### Task statement
Locate each line with the string "span" in the listing below and copy it.

══ The data

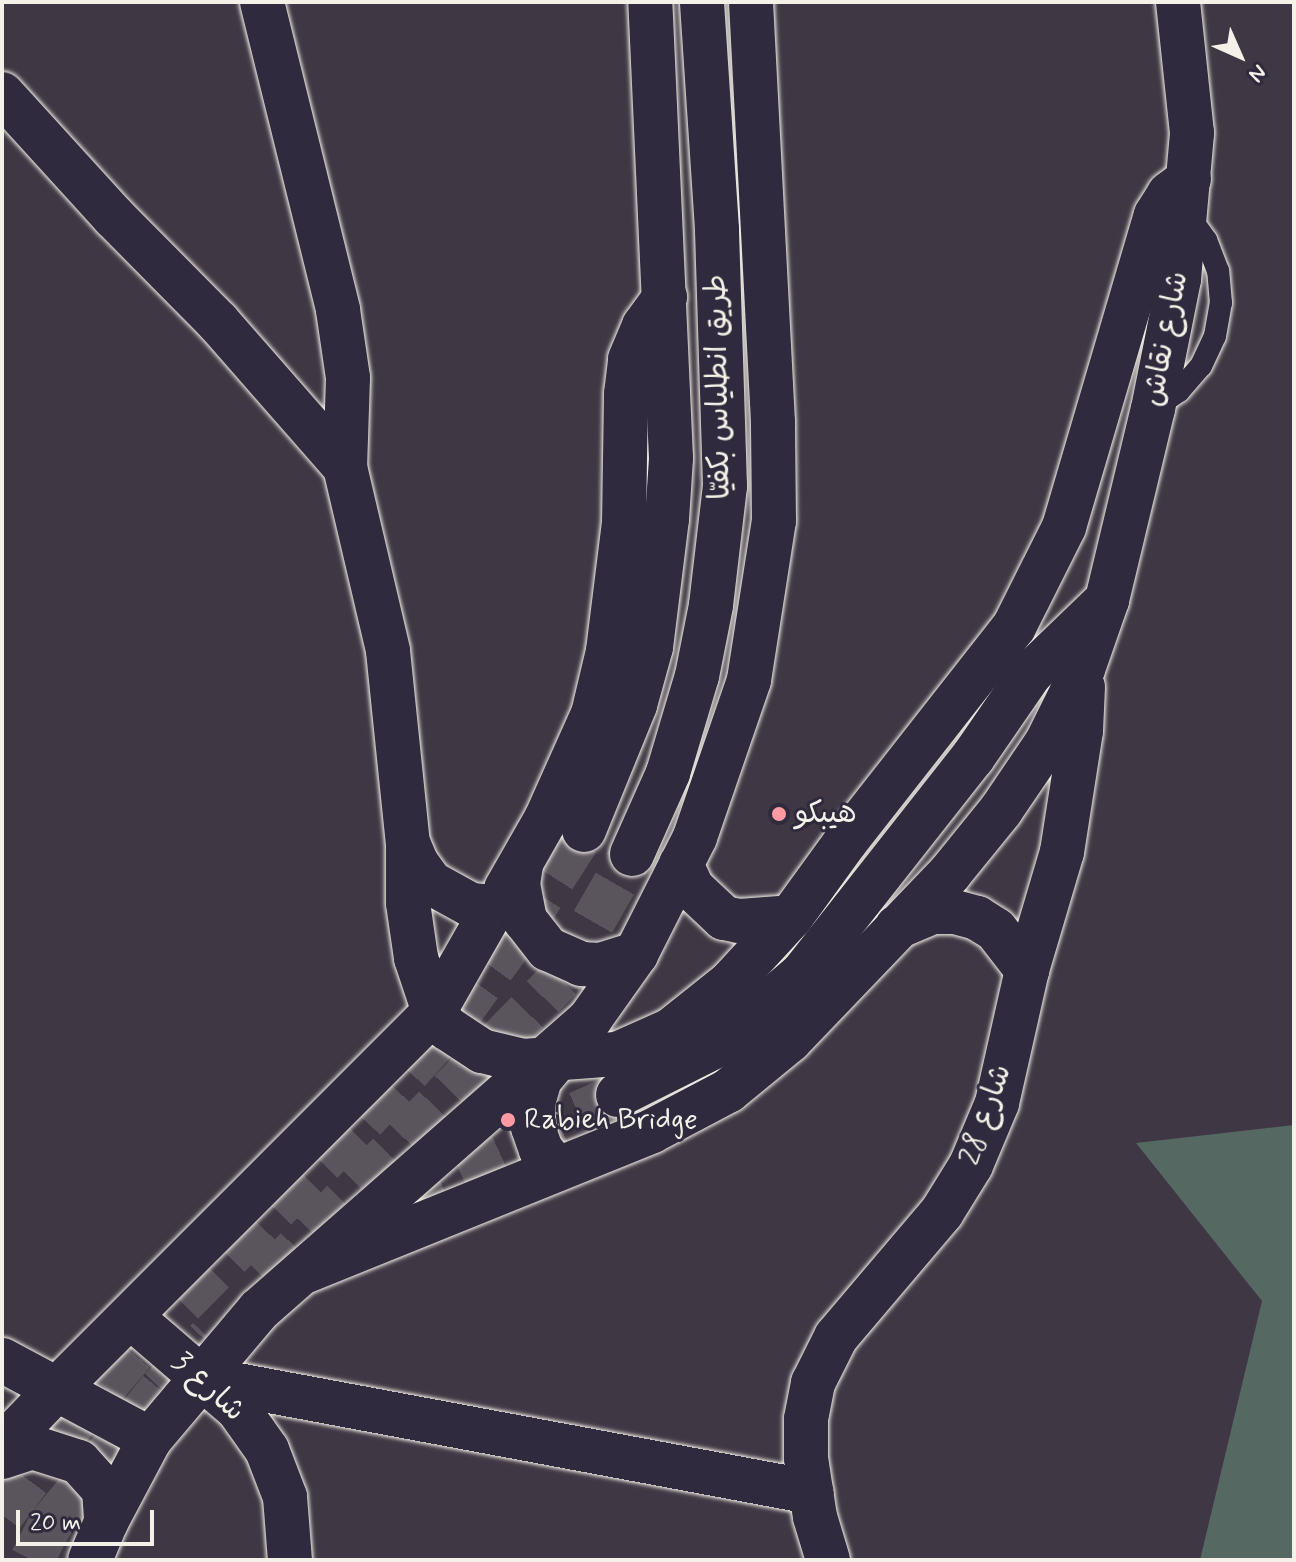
<!DOCTYPE html>
<meta charset="utf-8">
<style>
body{margin:0}
#map{position:relative;width:1296px;height:1562px;overflow:hidden;background:#3f3844;font-family:Mynerve,"Playpen Sans Arabic",sans-serif}
div>[style]{position:absolute}
.green>*{inset:0;background:#556861}
.trunk-tunnel>*{height:44px;margin-top:-22px;transform-origin:0;background:repeating-linear-gradient(90deg,#5a545d 0 44px,transparent 0 66px)}
.roads{filter:drop-shadow(0 0 2px #f4f1e8) drop-shadow(0 0 2px #f4f1e8)}
.service>*{height:22px;margin:-11px;padding:0 11px;transform-origin:11px;border-radius:11px;background:#2f2a3d}
.minor>*{height:44px;margin:-22px;padding:0 22px;transform-origin:22px;border-radius:22px;background:#2f2a3d}
.tertiary>*{height:44px;margin:-22px;padding:0 22px;transform-origin:22px;border-radius:22px;background:#2f2a3d}
.trunk>*{height:44px;margin:-22px;padding:0 22px;transform-origin:22px;border-radius:22px;background:#2f2a3d}
.dots>*{width:22px;height:22px;translate:-50% -50%;box-sizing:border-box;border:4px solid #2f2a3d;border-radius:50%}
span{translate:-50% -50%;white-space:nowrap;text-align:center;line-height:1.15;-webkit-text-stroke:6px #2f2a3d;paint-order:stroke}
.street-label{font-size:30px;color:#f4f1e8}
.poi-label{font-size:30px;color:#f4f1e8}
.left{translate:0 -50%;text-align:left}
.frame{position:absolute;inset:0;border:4px solid #f4f1e8;pointer-events:none}
.north{position:absolute;left:1200px;top:16px;width:80px;height:80px;-webkit-text-stroke:6px #2f2a3d;paint-order:stroke;rotate:135deg;font-size:22px;font-weight:700;line-height:32px;text-align:center;color:#f4f1e8}
.north::after{content:'';display:block;margin:auto;width:28px;height:36px;background:#f4f1e8;clip-path:polygon(50% 0,100% 100%,50% 72%,0 100%)}
.scale{position:absolute;left:16px;top:1510px;width:138px;height:36px;box-sizing:border-box;border:4px solid #f4f1e8;border-top:0;padding-left:10px;font-size:24px;line-height:28px;white-space:nowrap;color:#f4f1e8;-webkit-text-stroke:6px #2f2a3d;paint-order:stroke}
</style>
<div id="map">
<div class="green">
<div style="clip-path:polygon(1294px 1125px,1294px 1560px,1200px 1560px,1262px 1301px,1136px 1143px)"></div>
</div>
<div class="trunk-tunnel">
<div style="left:398px;top:1195px;width:242px;rotate:-24.4deg"></div>
<div style="left:266px;top:1280px;width:421px;rotate:-45.7deg"></div>
<div style="left:560px;top:979px;width:144px;rotate:-60.1deg"></div>
<div style="left:2px;top:1515px;width:98px;rotate:-52.9deg"></div>
<div style="left:61px;top:1437px;width:115px;rotate:-49.2deg"></div>
<div style="left:136px;top:1350px;width:324px;rotate:-45.3deg"></div>
<div style="left:364px;top:1120px;width:134px;rotate:-47.7deg"></div>
<div style="left:454px;top:1021px;width:109px;rotate:-54deg"></div>
<div style="left:518px;top:933px;width:122px;rotate:-57.3deg"></div>
<div style="left:32px;top:1560px;width:38px;rotate:-63deg"></div>
<div style="left:49px;top:1526px;width:177px;rotate:-50.7deg"></div>
<div style="left:161px;top:1389px;width:70px;rotate:-46.7deg"></div>
</div>
<div class="roads">
<div class="service">
<div style="left:1154px;top:408px;width:30px;rotate:-34deg"></div>
<div style="left:1179px;top:391px;width:33px;rotate:-49deg"></div>
<div style="left:1201px;top:366px;width:33px;rotate:-65deg"></div>
<div style="left:1215px;top:336px;width:34px;rotate:-80deg"></div>
<div style="left:1221px;top:303px;width:32px;rotate:-95deg"></div>
<div style="left:1218px;top:271px;width:33px;rotate:-111deg"></div>
<div style="left:1206px;top:240px;width:31px;rotate:-126deg"></div>
</div>
<div class="minor">
<div style="left:262px;top:2px;width:317px;rotate:76.1deg"></div>
<div style="left:338px;top:310px;width:69px;rotate:81.6deg"></div>
<div style="left:348px;top:378px;width:89px;rotate:91.9deg"></div>
<div style="left:200px;top:1378px;width:622px;rotate:10.57deg"></div>
</div>
<div class="tertiary">
<div style="left:2px;top:94px;width:166px;rotate:47.7deg"></div>
<div style="left:114px;top:217px;width:148px;rotate:45.3deg"></div>
<div style="left:218px;top:322px;width:193px;rotate:48.8deg"></div>
<div style="left:345px;top:467px;width:189px;rotate:76.8deg"></div>
<div style="left:388px;top:651px;width:193px;rotate:84.1deg"></div>
<div style="left:408px;top:843px;width:60px;rotate:90deg"></div>
<div style="left:408px;top:903px;width:56px;rotate:81.7deg"></div>
<div style="left:416px;top:958px;width:57px;rotate:71.6deg"></div>
<div style="left:434px;top:1012px;width:21px;rotate:51deg"></div>
<div style="left:447px;top:1028px;width:42px;rotate:33.3deg"></div>
<div style="left:482px;top:1051px;width:42px;rotate:13.7deg"></div>
<div style="left:523px;top:1061px;width:94px;rotate:-4.3deg"></div>
<div style="left:617px;top:1054px;width:59px;rotate:-24deg"></div>
<div style="left:671px;top:1030px;width:75px;rotate:-38.5deg"></div>
<div style="left:730px;top:983px;width:90px;rotate:-47.3deg"></div>
<div style="left:791px;top:917px;width:94px;rotate:-54.1deg"></div>
<div style="left:846px;top:841px;width:272px;rotate:-51.9deg"></div>
<div style="left:1014px;top:627px;width:112px;rotate:-63.4deg"></div>
<div style="left:1064px;top:527px;width:325px;rotate:-73.6deg"></div>
<div style="left:1156px;top:215px;width:25px;rotate:-58deg"></div>
<div style="left:1169px;top:194px;width:25px;rotate:-37deg"></div>
<div style="left:897px;top:927px;width:38px;rotate:-23deg"></div>
<div style="left:932px;top:912px;width:23px"></div>
<div style="left:955px;top:912px;width:23px;rotate:15deg"></div>
<div style="left:977px;top:918px;width:22px;rotate:32deg"></div>
<div style="left:996px;top:930px;width:51px;rotate:52.2deg"></div>
<div style="left:556px;top:1060px;width:25px;rotate:130deg"></div>
<div style="left:540px;top:1079px;width:25px;rotate:106deg"></div>
<div style="left:533px;top:1103px;width:24px;rotate:90deg"></div>
<div style="left:533px;top:1127px;width:24px;rotate:71deg"></div>
<div style="left:541px;top:1150px;width:25px;rotate:50deg"></div>
<div style="left:306px;top:1271px;width:373px;rotate:-22deg"></div>
<div style="left:652px;top:1131px;width:86px;rotate:-27.8deg"></div>
<div style="left:728px;top:1091px;width:80px;rotate:-39.4deg"></div>
<div style="left:790px;top:1040px;width:231px;rotate:-46.2deg"></div>
<div style="left:950px;top:873px;width:81px;rotate:-51deg"></div>
<div style="left:1001px;top:810px;width:82px;rotate:-55.9deg"></div>
<div style="left:1047px;top:742px;width:81px;rotate:-63.7deg"></div>
<div style="left:1083px;top:669px;width:73px;rotate:-70.8deg"></div>
<div style="left:1107px;top:600px;width:196px;rotate:-76.5deg"></div>
<div style="left:1153px;top:409px;width:133px;rotate:-78.7deg"></div>
<div style="left:1179px;top:279px;width:147px;rotate:-84.9deg"></div>
<div style="left:1192px;top:133px;width:132px;rotate:-96.1deg"></div>
<div style="left:131px;top:1317px;width:141px;rotate:40.7deg"></div>
<div style="left:238px;top:1409px;width:50px;rotate:54.7deg"></div>
<div style="left:267px;top:1450px;width:50px;rotate:69deg"></div>
<div style="left:285px;top:1497px;width:63px;rotate:85.5deg"></div>
<div style="left:2px;top:1360px;width:168px;rotate:28.1deg"></div>
<div style="left:57px;top:1389px;width:533px;rotate:-45deg"></div>
<div style="left:434px;top:1012px;width:121px;rotate:-60.3deg"></div>
<div style="left:494px;top:907px;width:23px;rotate:-175deg"></div>
<div style="left:471px;top:905px;width:46px;rotate:-151.2deg"></div>
<div style="left:431px;top:883px;width:24px;rotate:-126deg"></div>
<div style="left:417px;top:864px;width:23px;rotate:-113deg"></div>
<div style="left:106px;top:1522px;width:94px;rotate:-62.1deg"></div>
<div style="left:150px;top:1439px;width:169px;rotate:-49.8deg"></div>
<div style="left:259px;top:1310px;width:441px;rotate:-41.3deg"></div>
<div style="left:590px;top:1019px;width:80px;rotate:-54.7deg"></div>
<div style="left:828px;top:1560px;width:45px;rotate:-106.8deg"></div>
<div style="left:815px;top:1517px;width:60px;rotate:-98.7deg"></div>
<div style="left:806px;top:1458px;width:39px;rotate:-90deg"></div>
<div style="left:806px;top:1419px;width:37px;rotate:-79deg"></div>
<div style="left:813px;top:1383px;width:51px;rotate:-63.4deg"></div>
<div style="left:836px;top:1337px;width:164px;rotate:-49.7deg"></div>
<div style="left:942px;top:1212px;width:55px;rotate:-58.3deg"></div>
<div style="left:971px;top:1165px;width:67px;rotate:-67.2deg"></div>
<div style="left:997px;top:1103px;width:136px;rotate:-77.3deg"></div>
<div style="left:1027px;top:970px;width:123px;rotate:-73.5deg"></div>
<div style="left:1062px;top:852px;width:122px;rotate:-81.1deg"></div>
<div style="left:1081px;top:731px;width:44px;rotate:-87.4deg"></div>
</div>
<div class="trunk">
<div style="left:584px;top:830px;width:135px;rotate:-67.8deg"></div>
<div style="left:635px;top:705px;width:60px;rotate:-74.6deg"></div>
<div style="left:651px;top:647px;width:129px;rotate:-82.9deg"></div>
<div style="left:667px;top:519px;width:61px;rotate:-86.2deg"></div>
<div style="left:671px;top:458px;width:456px;rotate:-92.6deg"></div>
<div style="left:632px;top:854px;width:89px;rotate:-66deg"></div>
<div style="left:668px;top:773px;width:101px;rotate:-73.4deg"></div>
<div style="left:697px;top:676px;width:72px;rotate:-78.8deg"></div>
<div style="left:711px;top:605px;width:120px;rotate:-83.3deg"></div>
<div style="left:725px;top:486px;width:257px;rotate:-91.8deg"></div>
<div style="left:717px;top:229px;width:227px;rotate:-93.8deg"></div>
<div style="left:681px;top:864px;width:26px;rotate:65deg"></div>
<div style="left:692px;top:888px;width:44px;rotate:43.2deg"></div>
<div style="left:724px;top:918px;width:15px;rotate:11deg"></div>
<div style="left:739px;top:921px;width:52px;rotate:-4.4deg"></div>
<div style="left:521px;top:865px;width:19px;rotate:99deg"></div>
<div style="left:518px;top:884px;width:37px;rotate:79deg"></div>
<div style="left:525px;top:920px;width:37px;rotate:52deg"></div>
<div style="left:548px;top:949px;width:36px;rotate:24deg"></div>
<div style="left:581px;top:964px;width:19px;rotate:3deg"></div>
<div style="left:600px;top:965px;width:38px;rotate:-17deg"></div>
<div style="left:636px;top:954px;width:131px;rotate:-63.2deg"></div>
<div style="left:695px;top:837px;width:166px;rotate:-71deg"></div>
<div style="left:749px;top:680px;width:161px;rotate:-81.1deg"></div>
<div style="left:774px;top:521px;width:99px;rotate:-90.6deg"></div>
<div style="left:773px;top:422px;width:421px;rotate:-93deg"></div>
<div style="left:506px;top:889px;width:81px;rotate:-60.3deg"></div>
<div style="left:546px;top:819px;width:115px;rotate:-65.9deg"></div>
<div style="left:593px;top:714px;width:65px;rotate:-76.6deg"></div>
<div style="left:608px;top:651px;width:129px;rotate:-82.9deg"></div>
<div style="left:624px;top:523px;width:129px;rotate:-89.1deg"></div>
<div style="left:626px;top:394px;width:35px;rotate:-83deg"></div>
<div style="left:630px;top:359px;width:36px;rotate:-67deg"></div>
<div style="left:644px;top:326px;width:36px;rotate:-54deg"></div>
<div style="left:618px;top:1095px;width:116px;rotate:-26.6deg"></div>
<div style="left:722px;top:1043px;width:106px;rotate:-40.8deg"></div>
<div style="left:802px;top:974px;width:276px;rotate:-51.8deg"></div>
<div style="left:973px;top:757px;width:101px;rotate:-55.5deg"></div>
<div style="left:1030px;top:674px;width:107px;rotate:-43.9deg"></div>
<div style="left:2px;top:1446px;width:79px;rotate:-46deg"></div>
<div style="left:2px;top:1457px;width:32px;rotate:-18deg"></div>
<div style="left:32px;top:1447px;width:49px;rotate:17.7deg"></div>
<div style="left:79px;top:1462px;width:38px;rotate:48deg"></div>
<div style="left:104px;top:1490px;width:32px;rotate:86deg"></div>
<div style="left:106px;top:1522px;width:41px;rotate:112.8deg"></div>
</div>
</div>
<div class="dots">
<div style="left:779px;top:814px;background:#ff9aa2"></div>
<div style="left:508px;top:1120px;background:#ff9aa2"></div>
</div>
<div class="street-label">
<span style="left:1166px;top:339px;rotate:-79deg">شارع نقاش</span>
<span style="left:719px;top:387px;rotate:-91deg">طريق انطلياس بكفيّا</span>
<span style="left:986px;top:1115px;rotate:-71deg">شارع 28</span>
<span style="left:208px;top:1387px;rotate:43deg">شارع 3</span>
</div>
<div class="poi-label">
<span class="left" style="left:795px;top:814px">هيبكو</span>
<span class="left" style="left:524px;top:1120px">Rabieh Bridge</span>
</div>
<div class="frame"></div>
<div class="north">N</div>
<div class="scale">20 m</div>
</div>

════

### Result of the task
span{translate:-50% -50%;white-space:nowrap;text-align:center;line-height:1.15;-webkit-text-stroke:6px #2f2a3d;paint-order:stroke}
<span style="left:1166px;top:339px;rotate:-79deg">شارع نقاش</span>
<span style="left:719px;top:387px;rotate:-91deg">طريق انطلياس بكفيّا</span>
<span style="left:986px;top:1115px;rotate:-71deg">شارع 28</span>
<span style="left:208px;top:1387px;rotate:43deg">شارع 3</span>
<span class="left" style="left:795px;top:814px">هيبكو</span>
<span class="left" style="left:524px;top:1120px">Rabieh Bridge</span>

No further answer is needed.